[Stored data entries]
====

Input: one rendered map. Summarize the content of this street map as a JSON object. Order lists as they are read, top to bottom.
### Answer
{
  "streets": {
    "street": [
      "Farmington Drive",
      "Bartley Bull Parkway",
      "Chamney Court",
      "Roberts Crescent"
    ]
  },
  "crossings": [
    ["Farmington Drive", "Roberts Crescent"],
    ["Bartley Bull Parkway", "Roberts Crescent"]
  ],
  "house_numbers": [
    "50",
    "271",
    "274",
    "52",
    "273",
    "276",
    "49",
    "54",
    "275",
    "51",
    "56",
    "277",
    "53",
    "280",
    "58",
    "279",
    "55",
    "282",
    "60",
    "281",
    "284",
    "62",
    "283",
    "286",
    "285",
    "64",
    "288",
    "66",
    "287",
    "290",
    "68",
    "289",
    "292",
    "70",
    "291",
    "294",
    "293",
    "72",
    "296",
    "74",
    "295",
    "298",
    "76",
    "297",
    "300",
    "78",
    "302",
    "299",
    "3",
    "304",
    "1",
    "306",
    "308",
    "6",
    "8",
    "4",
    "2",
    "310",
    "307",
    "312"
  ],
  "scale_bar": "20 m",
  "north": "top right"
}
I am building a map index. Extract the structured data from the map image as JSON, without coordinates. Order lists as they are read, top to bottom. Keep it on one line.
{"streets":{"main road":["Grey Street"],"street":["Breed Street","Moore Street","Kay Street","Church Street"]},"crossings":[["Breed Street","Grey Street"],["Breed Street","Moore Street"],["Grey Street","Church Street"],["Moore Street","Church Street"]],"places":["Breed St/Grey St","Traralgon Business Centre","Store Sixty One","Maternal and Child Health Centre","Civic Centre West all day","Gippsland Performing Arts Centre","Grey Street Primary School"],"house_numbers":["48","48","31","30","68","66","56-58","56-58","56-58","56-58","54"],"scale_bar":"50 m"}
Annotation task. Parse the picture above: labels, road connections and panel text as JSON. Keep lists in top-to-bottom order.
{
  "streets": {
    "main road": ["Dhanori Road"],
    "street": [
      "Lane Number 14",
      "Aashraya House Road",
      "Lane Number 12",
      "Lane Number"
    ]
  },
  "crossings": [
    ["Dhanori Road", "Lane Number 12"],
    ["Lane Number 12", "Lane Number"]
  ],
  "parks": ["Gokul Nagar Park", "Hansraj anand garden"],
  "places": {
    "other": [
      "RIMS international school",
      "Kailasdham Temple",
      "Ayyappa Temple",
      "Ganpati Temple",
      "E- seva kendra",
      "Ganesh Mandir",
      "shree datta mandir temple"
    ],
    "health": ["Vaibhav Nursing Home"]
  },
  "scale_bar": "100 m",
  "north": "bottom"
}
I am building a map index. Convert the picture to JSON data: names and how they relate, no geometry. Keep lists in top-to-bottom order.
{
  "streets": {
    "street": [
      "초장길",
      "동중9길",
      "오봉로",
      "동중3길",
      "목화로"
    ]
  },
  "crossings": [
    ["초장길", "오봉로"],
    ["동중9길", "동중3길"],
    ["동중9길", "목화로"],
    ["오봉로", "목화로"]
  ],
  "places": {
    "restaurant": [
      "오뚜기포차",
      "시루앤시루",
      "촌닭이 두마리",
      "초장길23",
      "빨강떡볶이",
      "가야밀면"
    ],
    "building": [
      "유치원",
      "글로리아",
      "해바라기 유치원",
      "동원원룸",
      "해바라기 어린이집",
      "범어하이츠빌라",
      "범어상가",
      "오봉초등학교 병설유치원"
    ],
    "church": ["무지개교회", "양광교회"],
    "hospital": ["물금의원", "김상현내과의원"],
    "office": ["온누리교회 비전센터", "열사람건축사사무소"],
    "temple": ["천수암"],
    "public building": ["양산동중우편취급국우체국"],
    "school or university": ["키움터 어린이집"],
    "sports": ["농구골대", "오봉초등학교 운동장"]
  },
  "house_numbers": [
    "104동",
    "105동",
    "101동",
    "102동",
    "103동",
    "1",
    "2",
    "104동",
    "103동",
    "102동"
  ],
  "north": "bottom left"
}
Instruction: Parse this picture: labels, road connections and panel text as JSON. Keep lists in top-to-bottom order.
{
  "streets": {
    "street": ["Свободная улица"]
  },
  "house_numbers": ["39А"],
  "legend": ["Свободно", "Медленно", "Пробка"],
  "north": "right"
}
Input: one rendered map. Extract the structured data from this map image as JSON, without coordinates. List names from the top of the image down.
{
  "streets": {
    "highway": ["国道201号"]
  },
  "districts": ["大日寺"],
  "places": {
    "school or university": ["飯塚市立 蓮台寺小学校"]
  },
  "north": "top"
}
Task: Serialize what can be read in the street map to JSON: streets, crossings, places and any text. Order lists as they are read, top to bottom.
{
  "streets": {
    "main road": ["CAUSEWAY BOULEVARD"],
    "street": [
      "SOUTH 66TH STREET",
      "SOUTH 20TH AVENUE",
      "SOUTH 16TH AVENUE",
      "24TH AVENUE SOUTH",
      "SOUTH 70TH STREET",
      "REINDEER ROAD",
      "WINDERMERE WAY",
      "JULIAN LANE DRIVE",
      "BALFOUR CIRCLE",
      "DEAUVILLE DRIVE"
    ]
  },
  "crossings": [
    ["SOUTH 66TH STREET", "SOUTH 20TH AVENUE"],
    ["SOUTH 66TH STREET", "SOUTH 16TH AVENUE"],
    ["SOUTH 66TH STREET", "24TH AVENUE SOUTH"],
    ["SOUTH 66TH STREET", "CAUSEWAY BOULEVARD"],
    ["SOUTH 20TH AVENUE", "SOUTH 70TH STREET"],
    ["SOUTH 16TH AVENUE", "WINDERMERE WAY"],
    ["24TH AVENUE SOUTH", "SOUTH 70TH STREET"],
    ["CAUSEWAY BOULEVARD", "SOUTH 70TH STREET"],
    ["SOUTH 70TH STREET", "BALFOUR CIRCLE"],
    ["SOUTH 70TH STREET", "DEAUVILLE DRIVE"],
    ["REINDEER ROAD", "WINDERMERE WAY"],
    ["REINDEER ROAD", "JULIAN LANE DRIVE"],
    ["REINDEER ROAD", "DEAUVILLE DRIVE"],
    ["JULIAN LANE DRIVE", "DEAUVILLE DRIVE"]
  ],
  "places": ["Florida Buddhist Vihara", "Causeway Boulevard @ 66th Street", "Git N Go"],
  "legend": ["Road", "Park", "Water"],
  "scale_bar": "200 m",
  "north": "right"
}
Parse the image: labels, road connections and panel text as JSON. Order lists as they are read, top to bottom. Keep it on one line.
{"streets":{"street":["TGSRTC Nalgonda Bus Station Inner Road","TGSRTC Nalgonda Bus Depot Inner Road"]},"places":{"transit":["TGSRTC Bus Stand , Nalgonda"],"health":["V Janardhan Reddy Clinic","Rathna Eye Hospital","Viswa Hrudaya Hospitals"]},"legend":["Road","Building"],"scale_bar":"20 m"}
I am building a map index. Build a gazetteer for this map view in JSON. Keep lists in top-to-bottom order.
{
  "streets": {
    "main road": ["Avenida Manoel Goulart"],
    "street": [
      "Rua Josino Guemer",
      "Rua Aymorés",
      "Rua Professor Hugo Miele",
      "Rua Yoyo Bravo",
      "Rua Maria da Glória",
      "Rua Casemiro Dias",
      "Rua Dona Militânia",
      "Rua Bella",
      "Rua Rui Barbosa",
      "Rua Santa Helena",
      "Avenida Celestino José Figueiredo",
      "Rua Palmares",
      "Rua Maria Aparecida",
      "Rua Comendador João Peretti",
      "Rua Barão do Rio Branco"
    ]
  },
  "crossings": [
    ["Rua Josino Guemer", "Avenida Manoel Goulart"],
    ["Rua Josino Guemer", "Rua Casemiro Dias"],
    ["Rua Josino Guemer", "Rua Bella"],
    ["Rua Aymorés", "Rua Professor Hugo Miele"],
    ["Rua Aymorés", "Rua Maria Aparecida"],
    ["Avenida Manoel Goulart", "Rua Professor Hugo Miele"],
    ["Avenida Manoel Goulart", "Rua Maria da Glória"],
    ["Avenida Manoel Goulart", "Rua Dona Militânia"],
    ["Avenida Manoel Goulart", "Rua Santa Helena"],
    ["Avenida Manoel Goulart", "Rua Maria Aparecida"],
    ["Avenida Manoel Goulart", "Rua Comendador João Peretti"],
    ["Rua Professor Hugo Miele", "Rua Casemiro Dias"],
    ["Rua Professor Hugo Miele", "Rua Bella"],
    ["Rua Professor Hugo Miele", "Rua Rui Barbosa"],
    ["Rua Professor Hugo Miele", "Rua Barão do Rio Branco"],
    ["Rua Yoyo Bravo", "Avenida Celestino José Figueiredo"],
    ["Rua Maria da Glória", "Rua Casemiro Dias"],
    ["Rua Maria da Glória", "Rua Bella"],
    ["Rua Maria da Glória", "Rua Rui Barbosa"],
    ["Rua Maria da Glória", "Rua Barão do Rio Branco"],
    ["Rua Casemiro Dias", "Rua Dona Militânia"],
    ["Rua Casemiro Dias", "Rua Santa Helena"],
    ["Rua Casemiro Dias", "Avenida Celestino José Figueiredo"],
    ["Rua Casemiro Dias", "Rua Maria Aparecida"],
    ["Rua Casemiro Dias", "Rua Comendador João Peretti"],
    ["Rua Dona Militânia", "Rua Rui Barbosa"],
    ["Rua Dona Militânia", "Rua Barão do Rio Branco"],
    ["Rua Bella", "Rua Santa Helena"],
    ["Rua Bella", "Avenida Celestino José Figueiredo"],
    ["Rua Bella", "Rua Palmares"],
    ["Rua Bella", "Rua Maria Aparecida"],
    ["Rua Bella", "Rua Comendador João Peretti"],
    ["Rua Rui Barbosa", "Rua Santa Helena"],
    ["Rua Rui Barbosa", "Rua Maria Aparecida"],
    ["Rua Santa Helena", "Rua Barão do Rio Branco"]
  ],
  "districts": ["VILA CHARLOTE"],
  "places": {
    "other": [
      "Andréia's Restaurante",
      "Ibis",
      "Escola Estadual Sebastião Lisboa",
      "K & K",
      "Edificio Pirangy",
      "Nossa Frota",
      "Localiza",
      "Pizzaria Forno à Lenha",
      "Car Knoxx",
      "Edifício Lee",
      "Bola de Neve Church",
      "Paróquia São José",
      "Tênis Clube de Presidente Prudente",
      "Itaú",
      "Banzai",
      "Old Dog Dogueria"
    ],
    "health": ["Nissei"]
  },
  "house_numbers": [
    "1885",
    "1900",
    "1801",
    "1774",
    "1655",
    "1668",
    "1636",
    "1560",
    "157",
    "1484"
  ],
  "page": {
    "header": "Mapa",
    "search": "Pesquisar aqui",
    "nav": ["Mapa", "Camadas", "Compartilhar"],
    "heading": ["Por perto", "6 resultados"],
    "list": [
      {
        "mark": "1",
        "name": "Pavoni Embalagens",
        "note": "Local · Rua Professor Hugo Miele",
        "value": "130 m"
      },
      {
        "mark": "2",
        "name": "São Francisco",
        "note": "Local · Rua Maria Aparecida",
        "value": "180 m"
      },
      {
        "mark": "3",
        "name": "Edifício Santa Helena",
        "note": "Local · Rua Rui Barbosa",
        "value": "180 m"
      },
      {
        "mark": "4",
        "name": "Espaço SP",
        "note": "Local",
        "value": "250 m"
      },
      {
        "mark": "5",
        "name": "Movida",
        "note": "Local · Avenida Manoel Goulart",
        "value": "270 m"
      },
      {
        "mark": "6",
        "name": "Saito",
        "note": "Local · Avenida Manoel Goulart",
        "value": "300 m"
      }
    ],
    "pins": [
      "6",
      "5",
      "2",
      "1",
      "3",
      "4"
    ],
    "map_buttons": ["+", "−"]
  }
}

====

» Exercise goal
Pull out each line of the records holding the string "JULIAN".

» Your response
      "JULIAN LANE DRIVE",
    ["REINDEER ROAD", "JULIAN LANE DRIVE"],
    ["JULIAN LANE DRIVE", "DEAUVILLE DRIVE"]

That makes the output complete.